Physics-Informed Neural Networks and Functional Interpolation for Initial Value Problems with Applications to Integro-Differential and Stiff Differential Equations

Abstract

This dissertation aims to show the development and adaptation of the Extreme Theory of Functional Connections (X-TFC) framework, a Physics-Informed Neural Network (PINN) combined with Theory of Functional Connections (TFC), to solve Initial Value Problems (IVPs) modeled by differential equations (DEs). In particular, this research focuses on two branches of IVPs: Linear Integro-Differential Equations and Stiff Systems of Non-Linear Differential Equations. The first types of IVPs are DEs where an integral of the unknown function is present, i.e., Integro-Differential Equations. To compute the integral of the unknown function two approaches are used. The first one is the analytical integration of the unknown function's approximation, which is represented by the TFC's constrained expression (CE). The second one approximates the definite integral of the unknown function via Gauss--Legendre quadrature. This approach is used to solve problems arising from the Boltzmann Partial Integro-Differential Equation for Transport, such as Radiative Transfer and Rarefied-Gas Dynamics problems. The second types of IVPs are large-scale Stiff Systems of non-linear ODEs, mathematical models governing a wide range of real-world problems such as chemistry, biology, epidemiology, engineering, neuroscience, financial systems, and so on.
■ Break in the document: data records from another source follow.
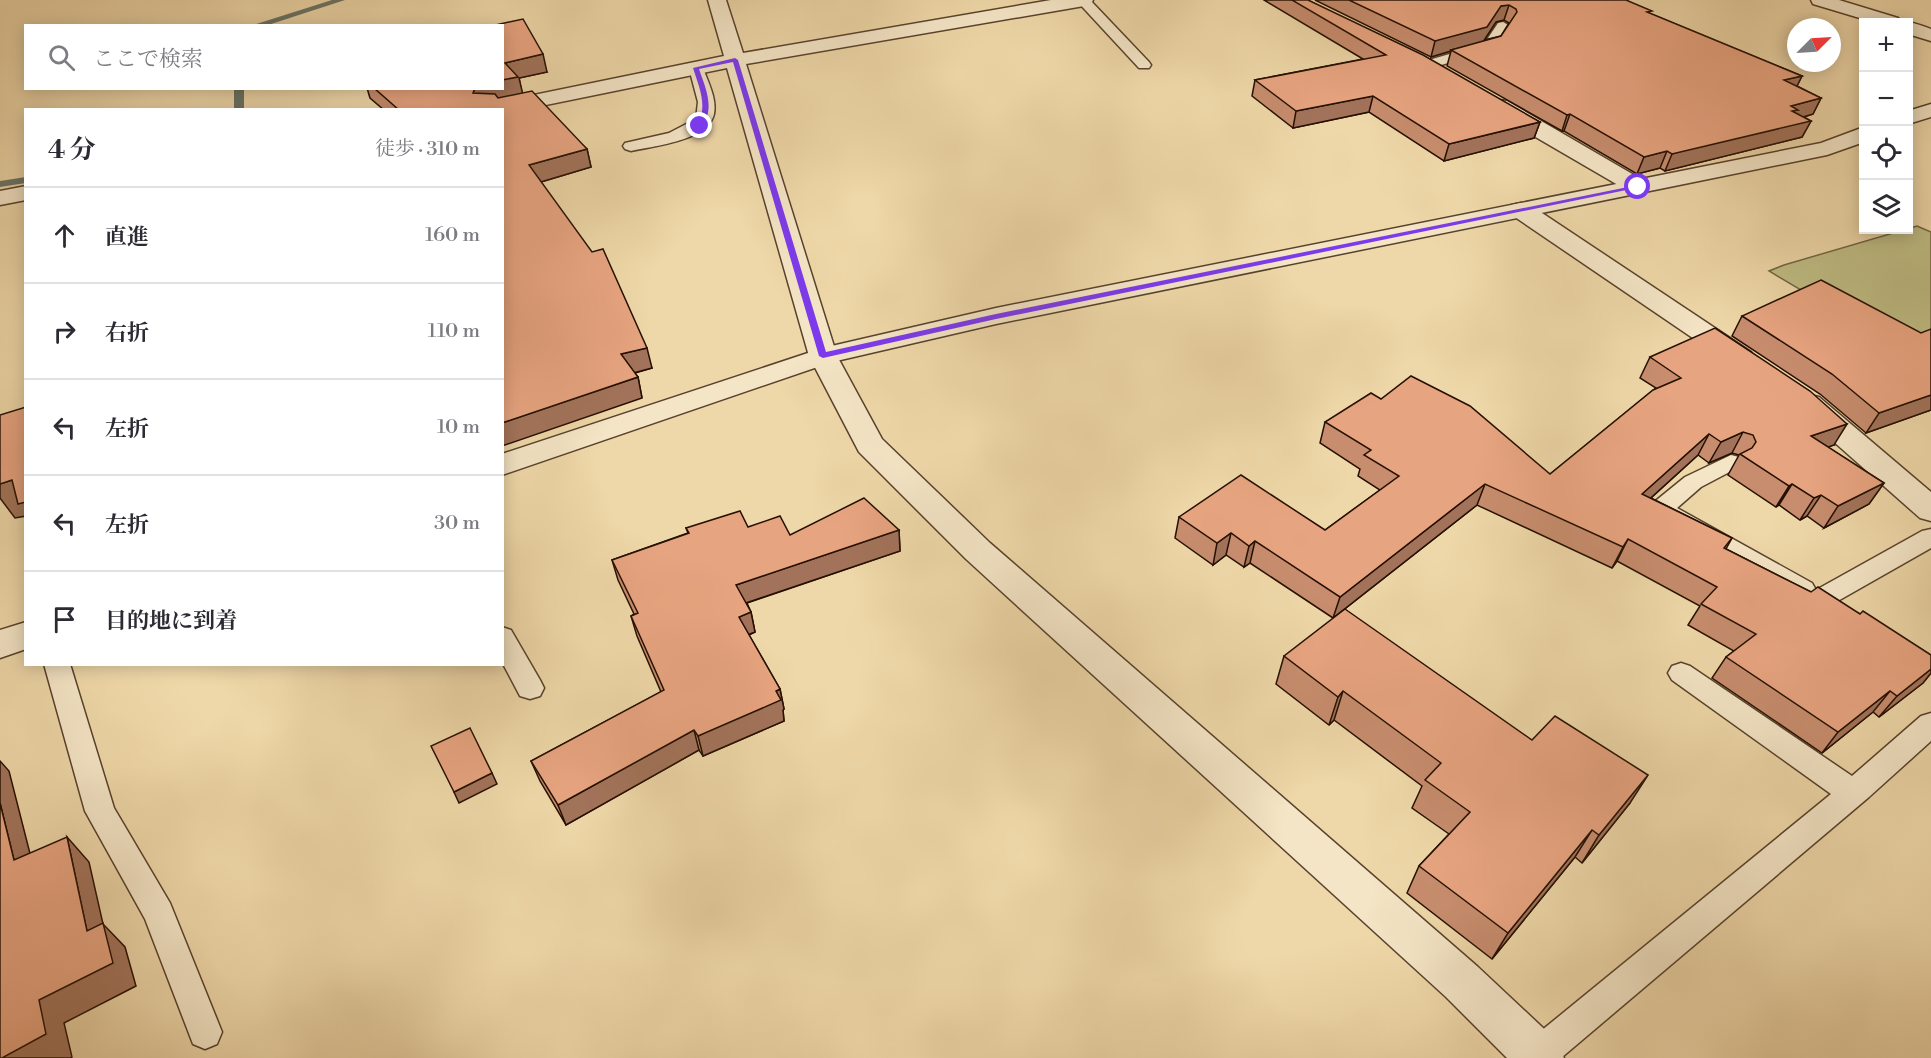 <!DOCTYPE html>
<html lang="ja">
<meta charset="utf-8">
<style>
body{margin:0;font-family:"Libre Bodoni","Noto Serif JP",serif;background:#f7f7f7;color:#2b2b33}
.controls{position:absolute;right:18px;top:18px;display:grid;overflow:hidden;border-radius:0px;box-shadow:0 3px 15px #0003}
.controls button{width:54px;height:54px;display:grid;place-items:center;padding:0;border:0;border-bottom:2px solid #e1e1e2;background:#fff;color:#2b2b33;font:30px sans-serif}
.compass{position:absolute;left:1787px;top:18px;width:54px;height:54px;border-radius:50%;background:#fff;box-shadow:0 3px 15px #0003;rotate:66deg}
.stop{position:absolute;width:18px;height:18px;margin:-14px;border:4px solid #7c3aed;border-radius:50%;background:#fff}
.stop.end{background:#7c3aed;border-color:#fff;box-shadow:0 2px 6px #0008}
.list{margin:0;padding:0;list-style:none}
h2{display:flex;justify-content:space-between;align-items:center;height:78px;margin:0;padding:0 24px;font-size:26px}
h2 small{font-size:20px;font-weight:400;color:#7c7c81}
.list li{display:grid;grid-template-columns:39px 1fr auto;gap:18px;align-items:center;box-sizing:border-box;height:96px;padding:0 24px;border-top:2px solid #e1e1e2}
.list b{display:block;font-size:22px;white-space:nowrap}
.list em{font-size:20px;font-style:normal;color:#7c7c81}
.icon{flex:none;width:33px;height:33px;fill:none;stroke:currentColor;stroke-width:2;stroke-linecap:round;stroke-linejoin:round}
.map{position:relative;flex:none;width:1931px;height:1058px;overflow:hidden}
.search{position:absolute;background:#fff;box-shadow:0 3px 15px #0003;left:24px;top:24px;width:480px;height:66px;display:flex;align-items:center;gap:15px;box-sizing:border-box;padding:0 21px;border-radius:0px;color:#7c7c81;font-size:22px}
.panel{position:absolute;background:#fff;box-shadow:0 3px 15px #0003;left:24px;top:108px;width:480px;height:558px;border-radius:0px}
.map>svg:first-child{display:block}
.green{fill:#bfbc83;stroke:#726643;stroke-width:1.5}
.lines{fill:none;stroke-linecap:round;stroke-linejoin:round}
.stream{fill:#6b7567;fill-rule:evenodd}
.service-casing{stroke:#58422c;stroke-width:3}
.minor-casing{stroke:#58422c;stroke-width:3}
.tertiary-casing{stroke:#58422c;stroke-width:3}
.service{fill:#f4e5c6;fill-rule:evenodd}
.minor{fill:#f4e5c6;fill-rule:evenodd}
.tertiary{fill:#f4e5c6;fill-rule:evenodd}
.wall{fill:#c78d6e;stroke:#261003;stroke-width:1.5;fill-rule:evenodd}
.shaded-wall{fill:#a2735a;stroke:#261003;stroke-width:1.5}
.building{fill:#e7a480;stroke:#261003;stroke-width:1.5}
.route{fill:#7c3aed}
</style>
<div class="map">
<svg width="1931" height="1058" viewBox="0 0 1931 1058">
<rect width="100%" height="100%" fill="#eed7a8"/>
<filter id="stains"><feTurbulence type="fractalNoise" baseFrequency=".00333" numOctaves="4"/><feColorMatrix values="0 0 0 0 .2 0 0 0 0 .09 0 0 0 0 .02 0 0 0 .5 -.17"/></filter>
<radialGradient id="worn" r=".72"><stop offset=".6" stop-color="#630" stop-opacity="0"/><stop offset="1" stop-color="#630" stop-opacity=".3"/></radialGradient>
<path class="green" d="M1917,226L1931,232V340L1900,349L1769,271L1784,265Z"/>
<g class="lines">
<g class="stream">
<path d="M332,0H345L265,26H250Z"/>
<rect x="234" y="88" width="10" height="22"/>
<path d="M26,177V183L0,187V181Z"/>
</g>
<defs>
<g id="service">
<path d="M1076,0H1090L1149,62L1151,65L1149,68H1139Z"/>
<path d="M1503,22L1510,26L1494,50L1427,69L1420,65L1422,62L1484,44L1498,23Z"/>
<path d="M696,64L703,68C708,82 717,99 714,114C708,141 653,146 631,151L625,149L623,146L625,143L669,133L696,119L698,102L689,68Z"/>
<path d="M1731,455L1739,457L1742,462L1739,467L1701,487L1677,508L1812,583L1816,590L1922,531L1931,529V548L1829,606L1820,608L1811,606L1808,598L1803,599L1794,597L1653,515L1649,509L1653,503L1685,477Z"/>
<path d="M502,627L511,630L540,680L544,688L540,696L530,699L520,696L502,662Z"/>
<path d="M1681,663L1690,666L1852,776L1921,716L1931,713V741L1869,797L1561,1058H1521L1525,1044L1831,794L1672,680L1668,673L1672,666Z"/>
<path d="M44,664H70L114,808L170,903L222,1032L217,1044L205,1049L193,1044L145,919L85,811Z"/>
</g>
<g id="minor">
<path d="M708,0H726L743,53L1051,0H1093L1091,4L1084,6L746,64L837,356L882,439L990,543L1478,967L1557,1041L1564,1058H1507L1446,997L966,559L859,452L809,356L727,68L502,114V110H480L482,105L490,104L724,56Z"/>
<path d="M1811,0H1839L1898,18L1901,22H1873L1813,4Z"/>
<path d="M1907,22C1915,23 1923,26 1931,29V41L1908,34Z"/>
<path d="M1499,100L1507,101L1646,182L1650,187L1646,192L1638,194L1630,192L1491,111L1488,106L1491,101Z"/>
<path d="M26,186V200L0,205V191Z"/>
<path d="M1521,203L1530,205L1751,352L1755,358L1751,364L1741,367L1731,364L1512,215L1509,210L1512,205Z"/>
<path d="M1809,395L1819,397L1931,492V521L1920,518L1799,411L1794,404L1799,397Z"/>
</g>
<g id="tertiary">
<path d="M1931,104V117L1908,124V111Z"/>
<path d="M1864,127V142L1827,155L996,324L832,362L502,475V454L823,348L996,308L1821,143Z"/>
<path d="M26,622V649L0,658V630Z"/>
</g>
</defs>
<use href="#service" class="service-casing"/>
<use href="#minor" class="minor-casing"/>
<use href="#tertiary" class="tertiary-casing"/>
<use href="#service" class="service"/>
<use href="#minor" class="minor"/>
<use href="#tertiary" class="tertiary"/>
</g>
<g class="wall">
<path d="M1264,0H1308L1540,122L1534,138L1444,161L1369,112L1293,128L1252,96L1255,80L1363,59Z"/>
<path d="M1315,0H1626L1651,14L1802,76L1797,86L1821,98L1813,114L1804,117L1811,121L1802,137L1665,171L1660,168L1637,174L1564,131H1562L1447,66L1451,51L1431,57ZM1504,20L1509,23L1501,36L1484,40L1496,22Z"/>
<path d="M502,26L547,72L519,78L522,93L587,149L591,167L541,182L652,368L635,373L638,377L642,398L502,110H384L370,98L367,88H502Z"/>
<path d="M1742,316L1931,410L1866,433L1820,394L1732,336Z"/>
<path d="M1650,357L1834,445L1827,447L1884,483L1869,504L1824,528L1807,516L1800,520L1779,505L1776,507L1728,475L1739,455L1732,453L1709,463L1698,455L1651,498L1732,538L1726,549L1811,592L1860,614L1931,655V673L1923,683L1879,717L1873,712L1822,753L1712,678L1726,657L1734,651L1688,625L1700,606L1617,561L1612,568L1477,505L1333,618L1250,563L1244,567L1226,555L1213,565L1175,538L1179,517L1325,530L1380,490L1358,476L1360,469L1320,443L1325,422L1381,399L1550,474L1656,388L1640,378Z"/>
<path d="M748,527L790,535L899,530L900,551L747,603L751,612L755,632L749,635L780,689L784,709L783,710L784,721L703,756L699,750L566,825L540,781L531,761L661,692L637,636L631,616L634,614L618,580L612,560L688,533L686,528Z"/>
<path d="M1284,656L1532,740L1630,803L1582,863L1575,857L1492,959L1407,893L1419,866L1449,834L1412,808L1422,786L1334,720L1329,725L1276,684Z"/>
</g>
<g class="shaded-wall">
<path d="M1509,5L1504,20L1496,22L1483,42L1451,50V51L1431,57L1435,41L1501,6Z"/>
<path d="M543,54L547,72L519,78L523,95L479,110L473,93L475,88H502L505,63Z"/>
<path d="M1802,76L1794,92L1784,80Z"/>
<path d="M1373,96L1369,112L1293,128L1296,111Z"/>
<path d="M1821,98L1813,114L1793,120L1811,121L1802,137L1665,171L1672,154L1791,106Z"/>
<path d="M1570,114L1564,131H1562L1567,115Z"/>
<path d="M1540,122L1534,138L1444,161L1449,144Z"/>
<path d="M587,149L591,167L534,184L529,165Z"/>
<path d="M1667,151L1660,168L1637,174L1644,157Z"/>
<path d="M647,348L652,368L626,375L621,354Z"/>
<path d="M638,377L642,398L502,446V423Z"/>
<path d="M1931,395V410L1866,433L1879,413Z"/>
<path d="M1847,424L1834,445L1798,458L1811,436Z"/>
<path d="M1743,432L1732,453L1709,463L1721,442Z"/>
<path d="M1709,434L1698,455L1632,515L1642,494Z"/>
<path d="M12,480L26,500V516L15,518L0,498V484Z"/>
<path d="M1884,483L1869,504L1824,528L1838,506Z"/>
<path d="M1485,484L1477,505L1333,618L1340,597Z"/>
<path d="M1792,484L1779,505L1776,507L1789,486Z"/>
<path d="M1821,495L1807,516L1800,520L1814,498Z"/>
<path d="M899,530L900,551L740,605L736,585Z"/>
<path d="M1231,533L1226,555L1213,565L1217,543Z"/>
<path d="M1628,539L1617,561L1612,568L1623,547Z"/>
<path d="M1255,541L1250,563L1244,567L1249,546Z"/>
<path d="M751,612L755,632L742,637L739,617Z"/>
<path d="M1931,669V673L1923,683L1879,717L1897,696Z"/>
<path d="M780,689L784,709L783,710L784,721L703,756L698,736Z"/>
<path d="M1343,691L1334,720L1329,725L1338,697Z"/>
<path d="M1890,691L1873,712L1822,753L1838,732Z"/>
<path d="M694,730L699,750L566,825L558,805Z"/>
<path d="M0,761L9,771L38,885L14,860L0,803Z"/>
<path d="M492,773L497,784L459,803L454,792Z"/>
<path d="M1648,775L1630,803L1582,863L1599,835Z"/>
<path d="M1592,830L1575,857L1492,959L1508,933Z"/>
<path d="M67,837L89,862L103,924L125,947L136,986L64,1023L72,1057L70,1058H2L39,1000L87,931Z"/>
</g>
<g class="building">
<path d="M1292,0H1308L1423,55L1540,122L1449,144L1373,96L1296,111L1255,80L1386,55Z"/>
<path d="M1349,0H1626L1652,11L1647,12L1802,76L1784,80L1821,98L1791,106L1798,110L1792,111L1811,121L1672,154L1667,151L1644,157L1570,114L1567,115L1451,50L1501,36L1517,12L1516,9L1509,5L1501,6L1487,27L1435,41Z"/>
<path d="M523,19L543,54L505,63L518,77L502,80V26H491Z"/>
<path d="M374,88H475L473,93L495,94L498,98L532,91L587,149L529,165L592,252L603,249L647,348L621,354L638,377L502,423V110H399Z"/>
<path d="M1821,280L1921,333L1931,329V395L1879,413L1832,374L1742,316Z"/>
<path d="M1715,328L1810,391L1847,424L1811,436L1884,483L1838,506L1821,495L1814,498L1792,484L1789,486L1740,454L1752,448L1756,442L1753,435L1743,432L1721,442L1709,434L1642,494L1732,538L1724,548L1811,592L1818,587L1860,614L1863,611L1931,655V669L1897,696L1890,691L1838,732L1726,657L1756,634L1701,604L1717,587L1628,539L1623,547L1485,484L1340,597L1255,541L1249,546L1231,533L1217,543L1179,517L1241,475L1325,530L1399,476L1364,455L1371,450L1325,422L1371,393L1381,399L1411,376L1470,406L1550,474L1653,390L1681,378L1650,357Z"/>
<path d="M26,407V502L18,504L12,480L0,484V415Z"/>
<path d="M864,498L899,530L736,585L751,612L739,617L780,689L776,691L781,700L698,736L694,730L558,805L531,761L664,690L631,616L638,613L612,560L689,533L686,528L740,511L748,527L780,516L790,535Z"/>
<path d="M1345,609L1532,740L1555,716L1648,775L1599,835L1592,830L1508,933L1419,866L1470,812L1425,780L1441,763L1343,691L1338,697L1284,656Z"/>
<path d="M470,728L492,773L454,792L431,746Z"/>
<path d="M0,803L14,860L67,837L87,931L103,923L113,963L39,1000L46,1034L2,1058H0Z"/>
</g>
<path class="route" d="M735,58L738,60L826,352L996,314L1638,185L1641,187L996,319L823,358L819,356L733,62L699,69C706,89 715,108 702,127L696,126C709,108 699,87 693,68Z"/>
<rect width="100%" height="100%" filter="url(#stains)"/>
<rect width="100%" height="100%" fill="url(#worn)"/>
</svg>
<div class="controls">
<button>+</button>
<button>−</button>
<button><svg class="icon" aria-label="locate" viewBox="0 0 24 24"><circle cx="12" cy="12" r="6"/><path d="M12 2v4M12 18v4M2 12h4M18 12h4"/></svg></button>
<button><svg class="icon" aria-label="layers" viewBox="0 0 24 24"><path d="M12 4l9 5-9 5-9-5zM3 14l9 5 9-5"/></svg></button>
</div>
<svg class="compass" viewBox="-18 -18 36 36"><path d="M0-13l5 13h-10z" fill="#e53935"/><path d="M0 13l5-13h-10z" fill="#7c7c81"/></svg>
<div class="stop" style="left:1638px;top:187px"></div>
<div class="stop end" style="left:700px;top:126px"></div>
<div class="search"><svg class="icon" aria-label="search" viewBox="0 0 24 24"><circle cx="10" cy="10" r="6"/><path d="M15 15l6 6"/></svg>ここで検索</div>
<section class="panel">
<h2>4 分<small>徒歩 · 310 m</small></h2>
<ul class="list">
<li><svg class="icon" aria-label="ahead" viewBox="0 0 24 24"><path d="M12 20V5M6 11l6-6 6 6"/></svg><div><b>直進</b></div><em>160 m</em></li>
<li><svg class="icon" aria-label="right" viewBox="0 0 24 24"><path d="M7 20v-9h11M14 6l5 5-5 5"/></svg><div><b>右折</b></div><em>110 m</em></li>
<li><svg class="icon" aria-label="left" viewBox="0 0 24 24"><path d="M17 20v-9H6M10 6l-5 5 5 5"/></svg><div><b>左折</b></div><em>10 m</em></li>
<li><svg class="icon" aria-label="left" viewBox="0 0 24 24"><path d="M17 20v-9H6M10 6l-5 5 5 5"/></svg><div><b>左折</b></div><em>30 m</em></li>
<li><svg class="icon" aria-label="arrive" viewBox="0 0 24 24"><path d="M6 21V4h12l-3 4 3 4H6"/></svg><div><b>目的地に到着</b></div></li>
</ul>
</section>
</div>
For this reason, recently, there has been a resurgence in the interest in developing new numerical methods capable of solving large time-scale stiff problems. Regular PINNs frameworks are proven to be not accurate (or even not capable) to solve problems when the dynamics are particularly complex (e.g., stiff). This is due to unbalanced back-propagated gradients during the model training. This dissertation shows how X-TFC with a domain decomposition technique overcomes the difficulties of regular PINNs in solving systems of stiff IVPs, and it outperforms the state-of-the-art numerical methods in terms of accuracy and computational times.